KOMPONEN-KOMPONEN ADAPTASI DALAM PERSALINAN

Daftar Isi



Komponen-komponen adaptasi dalam persalinan  adaptasi terdiri dari :
a. Adaptasi Fisiologis
Adaptasi secara fisiologis adalah menyesuaikan diri secara fisik untuk merespon stimulus dari lingkungan. Respon fisiologis terhadap nyeri persalinan ditujukan dengan peningkatan tekanan darah, pernafasan, nadi, suhu / mual, muntah, ketegangan otot, diaphoresis yang berlebihan, warna kulit. Peningkatan tekanan darah di atas normal dapat menyebabkan resiko terjadinya komplikasi seperti cerebral hemoragi sepelan respirasi rate dapat menyebabkan alkalis respiratoria. Dalam hal ini perawat teladan harus dapat mengamati tanda-tanda bahaya yang timbul. Proses adaptasi nyeri secara fisiologis selama persalinan ditunjukkan dengan penyesuaian di dalam mempertahankan tanda-tanda vital tersebut tetap dalam keadaan normal sehingga dapat mencegah komplikasi akibat nyeri persalinan.
b. Adaptasi
Psikologis
Adaptasi psikologis adalah penyesuaian diri yang ditujunkan dengan tingkah laku dalam berespon terhadap stimulus dari lingkungan.
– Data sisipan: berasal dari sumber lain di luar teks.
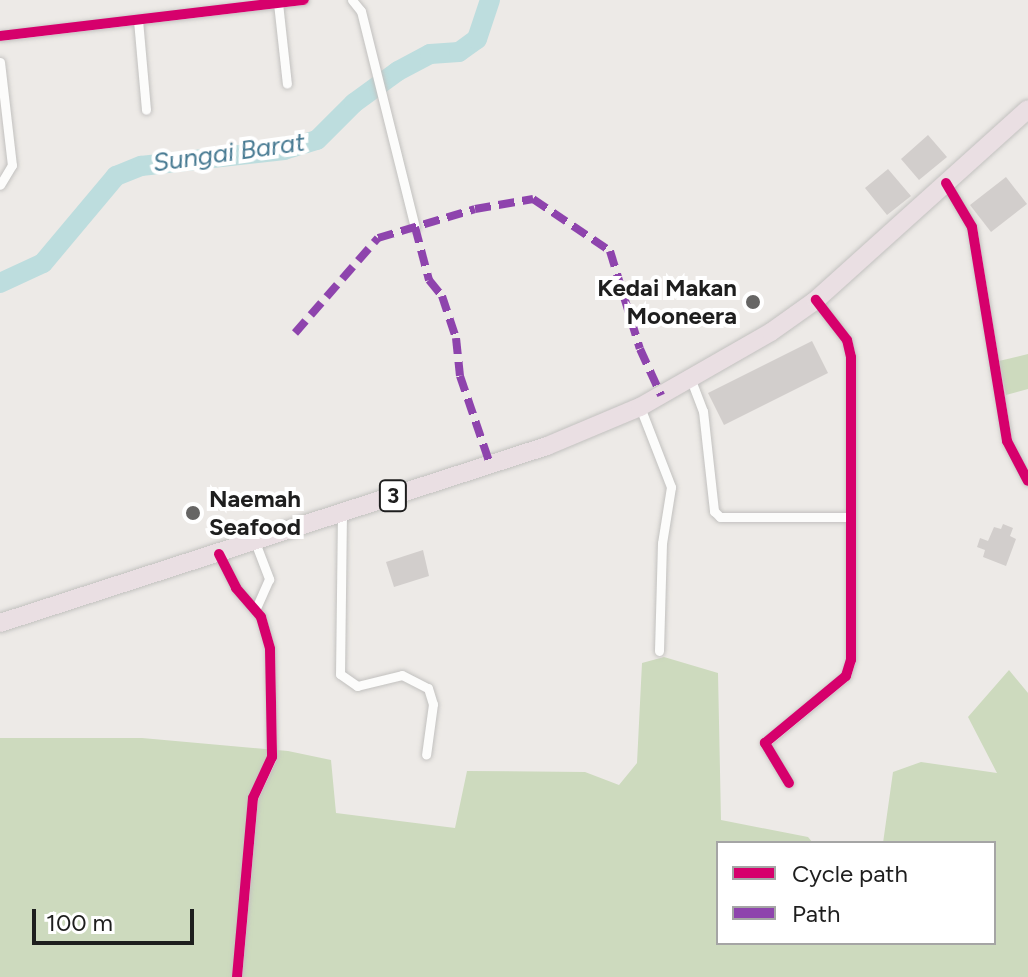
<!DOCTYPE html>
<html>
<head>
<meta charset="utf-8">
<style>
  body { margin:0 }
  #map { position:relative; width:1028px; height:977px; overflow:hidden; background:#edeae7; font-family:Figtree,sans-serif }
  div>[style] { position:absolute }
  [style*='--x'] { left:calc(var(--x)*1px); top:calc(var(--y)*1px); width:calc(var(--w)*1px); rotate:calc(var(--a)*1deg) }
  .forest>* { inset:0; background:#cddabe }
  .river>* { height:20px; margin:-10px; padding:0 10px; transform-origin:10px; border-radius:10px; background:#bdddde }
  .building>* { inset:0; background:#d2cecc }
  .roads { filter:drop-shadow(0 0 2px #c2c1bf) drop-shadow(0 0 2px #c2c1bf) }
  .street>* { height:9px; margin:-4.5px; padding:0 4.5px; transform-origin:4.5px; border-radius:4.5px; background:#fcfcfb }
  .highway>* { height:18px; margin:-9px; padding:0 9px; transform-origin:9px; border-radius:9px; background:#eadfe3 }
  .quiet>* { height:8px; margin-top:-4px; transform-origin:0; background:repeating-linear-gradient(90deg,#8e44ad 0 16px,transparent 0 24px) }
  .cycleway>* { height:10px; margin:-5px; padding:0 5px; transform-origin:5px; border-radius:5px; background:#d6006c }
  .dots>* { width:22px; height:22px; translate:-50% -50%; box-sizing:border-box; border:4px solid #fff; border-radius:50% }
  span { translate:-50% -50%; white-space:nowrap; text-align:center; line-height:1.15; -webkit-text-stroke:8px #fff; paint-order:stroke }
  .shield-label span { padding:2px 6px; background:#fff; border:2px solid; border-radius:6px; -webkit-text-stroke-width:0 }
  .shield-label { font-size:22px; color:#1e1e1e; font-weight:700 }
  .poi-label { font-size:24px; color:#1e1e1e; font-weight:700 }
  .right { translate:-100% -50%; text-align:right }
  .left { translate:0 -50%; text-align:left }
  .water-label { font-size:26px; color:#477a92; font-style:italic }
  .legend { position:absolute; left:716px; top:841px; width:280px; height:104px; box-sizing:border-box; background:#fff; border:2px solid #a5a5a5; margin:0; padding:10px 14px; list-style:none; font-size:24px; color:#1e1e1e }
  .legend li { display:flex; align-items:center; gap:16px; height:40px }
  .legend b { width:40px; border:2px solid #a5a5a5 }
  .scale { position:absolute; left:32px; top:909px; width:162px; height:36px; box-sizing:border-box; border:4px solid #1e1e1e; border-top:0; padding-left:10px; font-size:24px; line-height:28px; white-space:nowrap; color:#1e1e1e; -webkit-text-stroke:6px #fff; paint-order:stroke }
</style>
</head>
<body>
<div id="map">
  <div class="forest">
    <i style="clip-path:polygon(1028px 354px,1028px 389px,1006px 395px,999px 361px)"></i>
    <i style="clip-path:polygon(664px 657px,718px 673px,721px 820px,808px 837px,813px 843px,718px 843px,718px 943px,994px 943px,994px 843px,883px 843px,893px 772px,921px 762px,997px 773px,968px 717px,1009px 670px,1028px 693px,1028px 977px,0 977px,0 738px,142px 738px,288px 751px,331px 760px,336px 813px,455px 828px,467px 771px,585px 772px,619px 785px,637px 763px,642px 663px)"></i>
  </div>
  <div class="river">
    <i style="--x:0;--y:283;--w:47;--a:-24.9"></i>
    <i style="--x:43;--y:263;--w:114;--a:-50"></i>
    <i style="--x:116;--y:176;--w:27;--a:-22"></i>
    <i style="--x:141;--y:166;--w:144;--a:-6.4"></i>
    <i style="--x:284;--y:150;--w:34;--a:-17"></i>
    <i style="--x:317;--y:140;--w:52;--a:-45"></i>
    <i style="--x:354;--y:103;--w:54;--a:-36"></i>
    <i style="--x:398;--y:71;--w:36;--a:-28"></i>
    <i style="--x:430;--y:54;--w:29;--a:-4"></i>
    <i style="--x:459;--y:52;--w:22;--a:-36"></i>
    <i style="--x:477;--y:39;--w:41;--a:-71.6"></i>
  </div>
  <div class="building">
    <i style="clip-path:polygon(928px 135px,947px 157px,919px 180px,901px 159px)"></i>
    <i style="clip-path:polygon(888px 169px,911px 196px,887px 215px,865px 188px)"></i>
    <i style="clip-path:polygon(1006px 177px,1027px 204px,991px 232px,970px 205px)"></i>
    <i style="clip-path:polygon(812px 341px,828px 373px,724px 425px,708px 393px)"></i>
    <i style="clip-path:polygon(1003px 524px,1013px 528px,1010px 536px,1016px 539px,1006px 566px,983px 557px,985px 550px,977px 547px,980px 538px,988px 541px,994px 527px,1001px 529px)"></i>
    <i style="clip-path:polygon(423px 550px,429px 576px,394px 587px,386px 562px)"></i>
  </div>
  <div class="roads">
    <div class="street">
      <i style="--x:352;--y:0;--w:14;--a:51"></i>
      <i style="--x:361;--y:11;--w:223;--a:76"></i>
      <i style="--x:278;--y:3;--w:81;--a:83.7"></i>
      <i style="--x:138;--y:20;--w:90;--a:84.9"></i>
      <i style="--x:0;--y:36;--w:306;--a:-6.8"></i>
      <i style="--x:0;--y:62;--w:104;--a:83.4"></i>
      <i style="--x:12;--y:165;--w:23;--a:121"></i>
      <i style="--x:946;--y:183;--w:51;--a:59.4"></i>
      <i style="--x:972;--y:227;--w:217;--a:80.7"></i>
      <i style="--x:1007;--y:441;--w:45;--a:62.3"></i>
      <i style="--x:691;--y:380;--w:33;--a:69"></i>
      <i style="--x:703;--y:411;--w:101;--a:83.7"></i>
      <i style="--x:714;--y:511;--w:8;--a:45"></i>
      <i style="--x:720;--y:517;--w:128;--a:0"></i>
      <i style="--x:640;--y:407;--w:86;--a:68.8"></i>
      <i style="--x:671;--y:487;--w:57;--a:99.1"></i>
      <i style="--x:662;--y:543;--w:108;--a:91.6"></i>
      <i style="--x:342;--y:512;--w:162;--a:90.7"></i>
      <i style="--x:340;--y:674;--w:21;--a:35"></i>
      <i style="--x:357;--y:686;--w:46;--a:-13.7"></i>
      <i style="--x:402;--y:675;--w:29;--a:27"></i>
      <i style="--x:428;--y:688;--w:17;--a:73"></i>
      <i style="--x:433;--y:704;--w:51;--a:97.8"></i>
      <i style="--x:255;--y:542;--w:40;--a:69"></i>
      <i style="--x:269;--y:579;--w:32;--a:114"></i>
      <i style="--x:219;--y:554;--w:38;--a:63"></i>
      <i style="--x:236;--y:588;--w:38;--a:49"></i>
      <i style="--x:261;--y:617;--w:33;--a:74"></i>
      <i style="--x:270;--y:649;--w:108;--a:88.9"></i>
      <i style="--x:272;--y:757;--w:45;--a:114.9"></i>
      <i style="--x:253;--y:798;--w:180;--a:95.1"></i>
      <i style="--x:789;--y:783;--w:47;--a:-121"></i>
      <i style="--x:765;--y:743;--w:105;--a:-39.6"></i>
      <i style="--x:846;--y:676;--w:17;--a:-73"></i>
      <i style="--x:851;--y:660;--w:303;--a:-90"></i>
      <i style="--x:851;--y:357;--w:17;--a:-103"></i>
      <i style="--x:847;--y:340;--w:51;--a:-127.8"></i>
    </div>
    <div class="highway">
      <i style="--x:0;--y:623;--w:575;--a:-17.93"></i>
      <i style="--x:547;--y:446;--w:101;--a:-22.8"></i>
      <i style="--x:640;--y:407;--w:151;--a:-29.8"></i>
      <i style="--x:771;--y:332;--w:55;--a:-35.4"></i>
      <i style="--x:816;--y:300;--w:285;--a:-42"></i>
    </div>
  </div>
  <div class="quiet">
    <i style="--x:415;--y:227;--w:55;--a:75.2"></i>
    <i style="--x:429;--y:280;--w:21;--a:51"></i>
    <i style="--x:442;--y:296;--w:44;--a:71.6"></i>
    <i style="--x:456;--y:338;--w:38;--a:84"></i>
    <i style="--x:460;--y:376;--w:93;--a:71.2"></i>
    <i style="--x:295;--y:333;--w:126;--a:-48.9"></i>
    <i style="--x:378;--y:238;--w:101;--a:-16.6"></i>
    <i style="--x:475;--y:209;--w:59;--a:-9.8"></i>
    <i style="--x:533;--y:199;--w:93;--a:34"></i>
    <i style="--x:610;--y:251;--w:102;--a:73"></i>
    <i style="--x:640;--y:349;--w:51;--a:65.5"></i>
  </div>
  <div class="cycleway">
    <i style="--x:0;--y:36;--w:306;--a:-6.8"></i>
    <i style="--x:946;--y:183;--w:51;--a:59.4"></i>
    <i style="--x:972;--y:227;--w:217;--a:80.7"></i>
    <i style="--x:1007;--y:441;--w:45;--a:62.3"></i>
    <i style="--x:219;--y:554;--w:38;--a:63"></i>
    <i style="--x:236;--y:588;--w:38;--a:49"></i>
    <i style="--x:261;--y:617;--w:33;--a:74"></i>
    <i style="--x:270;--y:649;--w:108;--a:88.9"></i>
    <i style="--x:272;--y:757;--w:45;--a:114.9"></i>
    <i style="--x:253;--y:798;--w:180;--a:95.1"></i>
    <i style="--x:789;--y:783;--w:47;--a:-121"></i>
    <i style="--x:765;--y:743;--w:105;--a:-39.6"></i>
    <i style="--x:846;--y:676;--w:17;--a:-73"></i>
    <i style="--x:851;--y:660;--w:303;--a:-90"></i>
    <i style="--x:851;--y:357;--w:17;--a:-103"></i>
    <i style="--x:847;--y:340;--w:51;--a:-127.8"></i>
  </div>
  <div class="dots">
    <i style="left:753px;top:302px;background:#666564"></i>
    <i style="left:193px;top:513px;background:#666564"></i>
  </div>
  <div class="shield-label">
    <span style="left:393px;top:496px">3</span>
  </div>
  <div class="poi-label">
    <span class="right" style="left:737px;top:302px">Kedai Makan<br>Mooneera</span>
    <span class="left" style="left:209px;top:513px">Naemah<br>Seafood</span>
  </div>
  <div class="water-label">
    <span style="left:229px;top:153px;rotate:-8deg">Sungai Barat</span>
  </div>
  <ul class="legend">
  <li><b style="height:10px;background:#d6006c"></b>Cycle path</li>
  <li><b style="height:10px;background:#8e44ad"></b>Path</li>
  </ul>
  <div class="scale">100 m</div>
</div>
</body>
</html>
Respon perilaku yang diamati terhadap nyeri persalinan misalnya vokalisasi yang mengacu pada suara yang dihasilkan mencakup erangan, rintihan, jeritan atau tangisan. Di sisi lain ekspresi wajah dapat memperlihatkan bahwa wanita sedang mengalami nyeri persalinan, antara lain gigi yang dikatupkan, otot rahang mengeras, serta mata yang terpejam erat. Gerakan tubuh seperti sangat gellisah juga perilaku yang berhubungan atau respon terhadap nyeri persalinan. Beberapa wanita memilih diam dan berbaring di atas tempat tidur serta bersikap tenang dalam menghadapi nyeri selama kontraksi. Proses adaptasi ini berlangsung dengan majunya persalinan serta pengalaman wanita terhadap nyeri sebelumnya.
c. Adaptasi Sosial
Adaptasi sosial adalah penyesuaian diri yang ditunjukkan dengan kemampuan interaksi sosial antara seseorang dengan orang lain. Selama proses persalinan terutama dalam fase transisi wanita menunjukkan penurunan kemampuan untuk mendengar atau berkontraksi pada semua hal selain melahirkan. Komunikasi yang tidak jelas serta perhatian lebih ke arah diri sendiri, merasa terganggu dengan keadaan sekeliling, sulit diajak kerjasama, interaksi dengan orang lain berkurang. Adaptasi ditunjukan dengan kemampuan individu dalam berkomunikasi dengan lingkungan sekitarnya.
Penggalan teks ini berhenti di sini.